Myrna Báez, “Pensando en Proust” (2004).

“Lo que resuelve este cuadro es esta área en sombra detrás de las flores”, me susurra Myrna Báez mientras traza un círculo con su dedo sobre la traslúcida huella de la luz que se posa entre su autorretrato y el espejo en Pensando en Proust (2004). Una Myrna joven observa un pequeño jarrón repleto de flores, encendido con la luz que entra a chorros por la ventana lateral en una escena francamente vermeeriana. La luz rebota, a su vez, en las flores, cuyo cromatismo la contamina y la dirige a la pared. Dentro del triángulo que se forma entre la ventana, el florero y su sombra, se encuentra la futura artista puertorriqueña con la mano en la barbilla, pose de la melancolía inspirada que los psicólogos prefreudianos atribuían a los artistas y a los genios.

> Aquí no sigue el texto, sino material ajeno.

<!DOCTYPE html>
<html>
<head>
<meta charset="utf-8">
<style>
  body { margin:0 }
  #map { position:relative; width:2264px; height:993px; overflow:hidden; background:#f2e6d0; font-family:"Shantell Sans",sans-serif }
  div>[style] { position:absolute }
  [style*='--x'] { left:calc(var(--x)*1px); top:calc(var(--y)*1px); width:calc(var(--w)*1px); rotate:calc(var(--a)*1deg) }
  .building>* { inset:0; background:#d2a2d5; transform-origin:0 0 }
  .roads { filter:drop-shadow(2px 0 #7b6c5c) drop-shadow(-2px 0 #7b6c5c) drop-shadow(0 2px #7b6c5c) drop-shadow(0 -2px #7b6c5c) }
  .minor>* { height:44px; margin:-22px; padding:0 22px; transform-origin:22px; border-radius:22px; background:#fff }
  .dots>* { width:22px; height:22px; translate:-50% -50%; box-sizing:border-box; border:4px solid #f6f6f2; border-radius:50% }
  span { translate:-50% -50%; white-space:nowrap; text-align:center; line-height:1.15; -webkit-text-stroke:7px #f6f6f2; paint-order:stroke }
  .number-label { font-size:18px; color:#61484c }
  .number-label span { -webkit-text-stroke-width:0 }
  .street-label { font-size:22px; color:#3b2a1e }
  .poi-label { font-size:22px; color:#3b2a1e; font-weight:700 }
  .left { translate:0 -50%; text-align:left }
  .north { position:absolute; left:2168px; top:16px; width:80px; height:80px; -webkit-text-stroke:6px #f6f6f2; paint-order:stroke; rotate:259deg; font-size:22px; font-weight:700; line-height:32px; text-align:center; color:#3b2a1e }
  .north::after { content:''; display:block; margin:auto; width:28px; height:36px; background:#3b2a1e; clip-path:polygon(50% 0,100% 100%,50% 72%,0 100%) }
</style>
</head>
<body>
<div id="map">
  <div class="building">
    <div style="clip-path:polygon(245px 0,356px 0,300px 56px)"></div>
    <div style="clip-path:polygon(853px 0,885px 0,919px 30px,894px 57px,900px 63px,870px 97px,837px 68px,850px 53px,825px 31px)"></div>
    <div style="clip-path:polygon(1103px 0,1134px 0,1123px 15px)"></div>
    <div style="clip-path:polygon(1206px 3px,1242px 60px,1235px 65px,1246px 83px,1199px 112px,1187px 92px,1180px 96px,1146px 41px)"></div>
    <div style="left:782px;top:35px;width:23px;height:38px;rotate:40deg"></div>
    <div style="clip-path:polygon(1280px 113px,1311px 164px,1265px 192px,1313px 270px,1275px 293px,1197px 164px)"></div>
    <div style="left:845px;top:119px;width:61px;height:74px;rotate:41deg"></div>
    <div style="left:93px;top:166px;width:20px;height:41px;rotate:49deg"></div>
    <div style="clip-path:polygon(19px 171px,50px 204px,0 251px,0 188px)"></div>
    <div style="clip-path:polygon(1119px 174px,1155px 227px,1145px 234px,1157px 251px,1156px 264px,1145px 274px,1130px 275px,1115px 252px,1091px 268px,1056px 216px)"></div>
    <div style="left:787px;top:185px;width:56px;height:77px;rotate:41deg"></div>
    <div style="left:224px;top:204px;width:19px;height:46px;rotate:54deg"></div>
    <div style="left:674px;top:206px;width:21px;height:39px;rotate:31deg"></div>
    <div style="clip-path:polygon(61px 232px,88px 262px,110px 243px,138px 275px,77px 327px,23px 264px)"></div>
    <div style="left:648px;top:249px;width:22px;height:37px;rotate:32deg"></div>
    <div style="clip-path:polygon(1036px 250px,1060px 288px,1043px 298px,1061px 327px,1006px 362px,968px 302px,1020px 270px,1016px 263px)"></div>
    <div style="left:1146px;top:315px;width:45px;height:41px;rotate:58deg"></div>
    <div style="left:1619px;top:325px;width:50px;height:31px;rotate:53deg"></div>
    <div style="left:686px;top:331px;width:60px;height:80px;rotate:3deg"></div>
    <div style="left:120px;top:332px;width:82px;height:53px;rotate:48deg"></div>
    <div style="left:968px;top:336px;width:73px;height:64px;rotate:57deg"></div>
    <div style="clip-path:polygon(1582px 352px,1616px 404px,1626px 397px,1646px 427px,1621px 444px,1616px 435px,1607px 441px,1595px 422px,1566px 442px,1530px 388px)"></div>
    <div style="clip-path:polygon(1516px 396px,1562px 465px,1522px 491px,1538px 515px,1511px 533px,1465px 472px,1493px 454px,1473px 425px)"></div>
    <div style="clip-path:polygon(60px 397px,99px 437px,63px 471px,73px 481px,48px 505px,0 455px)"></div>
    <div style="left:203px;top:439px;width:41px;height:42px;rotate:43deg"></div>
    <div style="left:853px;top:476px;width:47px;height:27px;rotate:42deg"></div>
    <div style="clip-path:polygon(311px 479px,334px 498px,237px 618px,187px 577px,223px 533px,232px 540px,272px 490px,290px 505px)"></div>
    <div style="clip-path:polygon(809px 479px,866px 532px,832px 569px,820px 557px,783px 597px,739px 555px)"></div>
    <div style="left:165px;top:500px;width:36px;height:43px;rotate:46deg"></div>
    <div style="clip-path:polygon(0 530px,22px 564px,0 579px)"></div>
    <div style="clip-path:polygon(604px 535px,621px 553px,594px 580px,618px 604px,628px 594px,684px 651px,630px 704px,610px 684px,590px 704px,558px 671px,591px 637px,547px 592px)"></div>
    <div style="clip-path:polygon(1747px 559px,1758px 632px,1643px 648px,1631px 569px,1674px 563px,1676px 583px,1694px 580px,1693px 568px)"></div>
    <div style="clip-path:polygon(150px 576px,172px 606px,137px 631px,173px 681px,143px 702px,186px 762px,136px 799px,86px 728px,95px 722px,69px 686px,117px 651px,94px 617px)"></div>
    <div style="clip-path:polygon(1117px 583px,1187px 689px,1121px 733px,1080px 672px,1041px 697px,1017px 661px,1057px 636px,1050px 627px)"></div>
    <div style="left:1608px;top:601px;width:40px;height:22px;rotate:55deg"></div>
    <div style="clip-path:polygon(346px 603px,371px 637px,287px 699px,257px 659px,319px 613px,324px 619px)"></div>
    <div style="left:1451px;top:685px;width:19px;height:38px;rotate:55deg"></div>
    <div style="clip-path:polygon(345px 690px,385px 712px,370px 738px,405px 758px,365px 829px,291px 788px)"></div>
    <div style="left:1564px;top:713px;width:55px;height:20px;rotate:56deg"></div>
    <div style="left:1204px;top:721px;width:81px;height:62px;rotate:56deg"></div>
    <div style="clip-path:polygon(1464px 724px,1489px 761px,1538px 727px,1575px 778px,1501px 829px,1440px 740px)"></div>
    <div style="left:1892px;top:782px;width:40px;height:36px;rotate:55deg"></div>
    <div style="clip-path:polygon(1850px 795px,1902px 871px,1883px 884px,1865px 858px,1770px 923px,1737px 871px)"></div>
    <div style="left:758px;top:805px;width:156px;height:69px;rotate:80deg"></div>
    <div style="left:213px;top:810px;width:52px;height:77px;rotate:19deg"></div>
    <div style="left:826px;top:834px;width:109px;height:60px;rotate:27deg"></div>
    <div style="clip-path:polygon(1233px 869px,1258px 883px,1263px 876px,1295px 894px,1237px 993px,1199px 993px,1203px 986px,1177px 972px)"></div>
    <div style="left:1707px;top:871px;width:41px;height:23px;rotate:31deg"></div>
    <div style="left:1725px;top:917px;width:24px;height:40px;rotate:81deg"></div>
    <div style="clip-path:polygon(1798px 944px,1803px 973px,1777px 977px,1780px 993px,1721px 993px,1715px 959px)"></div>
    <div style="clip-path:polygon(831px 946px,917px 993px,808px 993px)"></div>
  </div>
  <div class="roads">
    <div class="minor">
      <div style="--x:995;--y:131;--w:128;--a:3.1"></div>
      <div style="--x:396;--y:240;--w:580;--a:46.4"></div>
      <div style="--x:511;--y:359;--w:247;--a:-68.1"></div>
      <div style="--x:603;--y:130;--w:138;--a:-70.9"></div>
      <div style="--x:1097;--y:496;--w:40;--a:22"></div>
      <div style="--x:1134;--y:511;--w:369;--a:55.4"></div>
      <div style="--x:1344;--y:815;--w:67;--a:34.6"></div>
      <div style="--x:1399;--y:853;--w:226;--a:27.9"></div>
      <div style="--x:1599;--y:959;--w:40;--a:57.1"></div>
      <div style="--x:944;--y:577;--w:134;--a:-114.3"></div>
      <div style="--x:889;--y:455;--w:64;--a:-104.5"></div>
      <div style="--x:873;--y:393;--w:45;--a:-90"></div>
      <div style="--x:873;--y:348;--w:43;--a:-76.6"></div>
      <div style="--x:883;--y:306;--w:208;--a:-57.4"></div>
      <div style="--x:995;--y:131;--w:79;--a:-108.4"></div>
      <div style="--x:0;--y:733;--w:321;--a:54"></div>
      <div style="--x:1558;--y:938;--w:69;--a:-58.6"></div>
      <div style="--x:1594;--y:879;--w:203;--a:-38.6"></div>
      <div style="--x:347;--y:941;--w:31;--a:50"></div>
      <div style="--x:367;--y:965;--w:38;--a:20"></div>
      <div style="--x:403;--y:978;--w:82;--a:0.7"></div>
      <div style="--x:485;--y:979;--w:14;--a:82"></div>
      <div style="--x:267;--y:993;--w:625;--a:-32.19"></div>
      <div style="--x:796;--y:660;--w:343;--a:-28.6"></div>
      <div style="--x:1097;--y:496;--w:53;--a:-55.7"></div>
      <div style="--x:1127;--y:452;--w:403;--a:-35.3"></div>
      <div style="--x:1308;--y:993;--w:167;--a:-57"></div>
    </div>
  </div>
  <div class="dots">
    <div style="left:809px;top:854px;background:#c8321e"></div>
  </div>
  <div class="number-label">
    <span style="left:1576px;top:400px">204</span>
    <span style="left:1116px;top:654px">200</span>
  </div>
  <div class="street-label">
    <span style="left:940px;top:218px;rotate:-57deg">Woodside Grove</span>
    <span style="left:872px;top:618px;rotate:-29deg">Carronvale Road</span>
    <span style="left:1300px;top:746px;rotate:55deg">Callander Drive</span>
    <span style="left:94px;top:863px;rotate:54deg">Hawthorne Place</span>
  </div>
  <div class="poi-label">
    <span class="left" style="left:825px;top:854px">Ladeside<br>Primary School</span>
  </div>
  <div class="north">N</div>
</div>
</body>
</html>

Este cuadro —una de 17 obras que compusieron la muestra de Báez, Pinturas 2001-2005, en la Universidad del Sagrado Corazón en 2005— se encontraba frente a otro autorretrato, El marco (2005), cuyo plano pictórico contiene la imagen centralizada rectangular de un papel que a su vez contiene la imagen centralizada rectangular de un recargado marco de madera dentro del cual, en un óvalo sutilmente sugerido, posa la pintora centralizada y de pie. Rodeada de los instrumentos emblemáticos de su métier y esgrimiendo un pincel, la pintora de 2005 mira hacia afuera con actitud severa. Acá, del lado de los espectadores, esa dura mirada tropezaba con el otro autorretrato, Pensando en Proust. Se cerraba así un sugerente circuito entre pasado y presente, entre materia y memoria, entre experiencia y arte. Nos encontrábamos ante un planteamiento metapictórico, decididamente deliberado y abismal, sobre la pintura de Myrna Báez. Continuar leyendo »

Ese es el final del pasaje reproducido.